所述纳米Fe3O4通过共沉淀法制备得到,具体方法如下:将2.2 mol的FeCl3·6H2O和1 mol的FeCl2·4H2O溶解于50 ml 的去离子水中,然后逐滴200ml 0.50 mol/L的NH4OH溶液,在60℃~80℃下机械搅拌;获得的Fe3O4纳米微粒用磁选分离并用去离子水重复洗涤后得到纳米Fe3O4。

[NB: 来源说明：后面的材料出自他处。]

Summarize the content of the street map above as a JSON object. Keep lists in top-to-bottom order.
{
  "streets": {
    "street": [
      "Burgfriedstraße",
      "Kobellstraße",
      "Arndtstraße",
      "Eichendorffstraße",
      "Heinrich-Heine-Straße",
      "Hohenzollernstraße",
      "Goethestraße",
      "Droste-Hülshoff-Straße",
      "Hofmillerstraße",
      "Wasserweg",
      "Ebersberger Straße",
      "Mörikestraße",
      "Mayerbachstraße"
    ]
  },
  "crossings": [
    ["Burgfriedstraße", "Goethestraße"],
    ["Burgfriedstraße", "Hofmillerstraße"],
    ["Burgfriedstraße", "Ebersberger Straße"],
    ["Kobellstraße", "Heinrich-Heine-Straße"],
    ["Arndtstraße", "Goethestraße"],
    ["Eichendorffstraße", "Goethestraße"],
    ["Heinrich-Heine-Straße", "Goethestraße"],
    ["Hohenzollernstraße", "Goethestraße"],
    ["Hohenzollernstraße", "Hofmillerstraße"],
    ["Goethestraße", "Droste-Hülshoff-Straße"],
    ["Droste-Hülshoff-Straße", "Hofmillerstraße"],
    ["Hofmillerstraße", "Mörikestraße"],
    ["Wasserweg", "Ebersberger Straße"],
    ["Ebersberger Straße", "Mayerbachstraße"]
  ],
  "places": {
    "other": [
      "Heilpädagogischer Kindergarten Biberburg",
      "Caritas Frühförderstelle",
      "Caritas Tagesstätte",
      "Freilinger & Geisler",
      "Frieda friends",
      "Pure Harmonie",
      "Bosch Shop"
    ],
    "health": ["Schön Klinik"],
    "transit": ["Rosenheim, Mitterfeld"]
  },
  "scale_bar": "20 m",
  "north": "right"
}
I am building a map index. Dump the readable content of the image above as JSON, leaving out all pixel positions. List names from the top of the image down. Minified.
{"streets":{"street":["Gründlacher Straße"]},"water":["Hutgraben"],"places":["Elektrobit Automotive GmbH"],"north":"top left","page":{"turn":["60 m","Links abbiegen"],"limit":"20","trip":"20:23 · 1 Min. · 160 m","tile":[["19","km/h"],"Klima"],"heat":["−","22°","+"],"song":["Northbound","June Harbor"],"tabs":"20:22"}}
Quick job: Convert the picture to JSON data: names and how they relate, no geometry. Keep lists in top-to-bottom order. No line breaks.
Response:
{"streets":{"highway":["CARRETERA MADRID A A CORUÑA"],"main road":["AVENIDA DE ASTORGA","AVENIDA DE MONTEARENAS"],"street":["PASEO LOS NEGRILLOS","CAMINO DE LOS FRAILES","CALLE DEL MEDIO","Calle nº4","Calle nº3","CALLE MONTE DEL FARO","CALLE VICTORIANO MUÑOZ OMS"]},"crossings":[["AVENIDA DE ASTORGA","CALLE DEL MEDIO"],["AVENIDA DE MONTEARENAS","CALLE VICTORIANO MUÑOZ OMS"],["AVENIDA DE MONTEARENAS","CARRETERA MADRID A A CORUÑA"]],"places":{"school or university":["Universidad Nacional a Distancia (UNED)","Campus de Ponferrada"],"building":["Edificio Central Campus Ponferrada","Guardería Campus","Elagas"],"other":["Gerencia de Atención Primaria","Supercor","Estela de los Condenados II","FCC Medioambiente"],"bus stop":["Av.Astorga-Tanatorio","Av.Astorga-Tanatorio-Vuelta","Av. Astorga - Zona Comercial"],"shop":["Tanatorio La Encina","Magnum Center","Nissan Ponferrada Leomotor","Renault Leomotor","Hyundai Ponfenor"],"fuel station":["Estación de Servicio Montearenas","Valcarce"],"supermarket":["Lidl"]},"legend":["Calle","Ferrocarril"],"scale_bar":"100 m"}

本实施例以镀铬废水为处理对象,废水中铬含量为100mg/L,处理方法具体包括以下步骤:
(1)调节含铬废水的PH值为7,备用;
(2)按7mg/100ml的比例在步骤(1)得到的废水中加入改性超顺磁Fe3O4纳米微粒NFCC,反应3.5h后,铬的吸附效率达到92%。
实施例4:本改性超顺磁Fe3O4纳米微粒NFCC的制备方法如下:
(1)按0.67g/100ml的比例将纳米Fe3O4分散到的去离子水中,超声波分散60min后,在N2保护下,边搅拌边加热至65℃得到悬浮液,将1.5mol/L的Na2SiO3溶液逐滴滴加到悬浮液中并搅拌,其中,Na2SiO3溶液与悬浮液的体积比为3:10,然后缓慢加入2mol / L的HCl溶液调节PH值到6.2;将混合物在65℃下陈化3小时,然后用去离子水洗涤至中性后得到Fe3O4@SiO2纳米粒子;
(2)将步骤(1)合成的Fe3O4@SiO2纳米粒子1.5g放入1.5mol/L 100ml的HCl溶液中静置12h,然后用纯水洗涤至中性,再用乙醇冲洗,将洗涤后的1.4g Fe3O4@ SiO2分散到100ml乙醇中得到悬浮液,将悬浮液超声波分散60min,按悬浮液与二氯甲烷体积比为1:12的比例加入二氯甲烷,并在常温下加入1.2g NaOH至悬浮液中反应2h,所得到的Fe3O4@SiO2-CH2-Cl的纳米颗粒用磁铁进行分离,并用乙醇和去离子水依次洗涤得到改性超顺磁Fe3O4纳米微粒Fe3O4@SiO2-CH2-Cl;
(3)将步骤(2)合成的2.5g改性超顺磁Fe3O4纳米微粒Fe3O4@SiO2-CH2-Cl分散到50ml去离子水中得到悬浮液,随后将1.2g的氢氧化钠加入悬浮液中,将悬浮液超声波分散60min,按Fe3O4@SiO2-CH2-Cl与亚氨基二乙酸摩尔比为1:1.2的比例加入亚氨基二乙酸,反应20h,用去离子水洗涤得到改性超顺磁Fe3O4纳米微粒至pH为中性,再将之在160℃下干燥2h,得到改性超顺磁Fe3O4纳米微粒NFCC。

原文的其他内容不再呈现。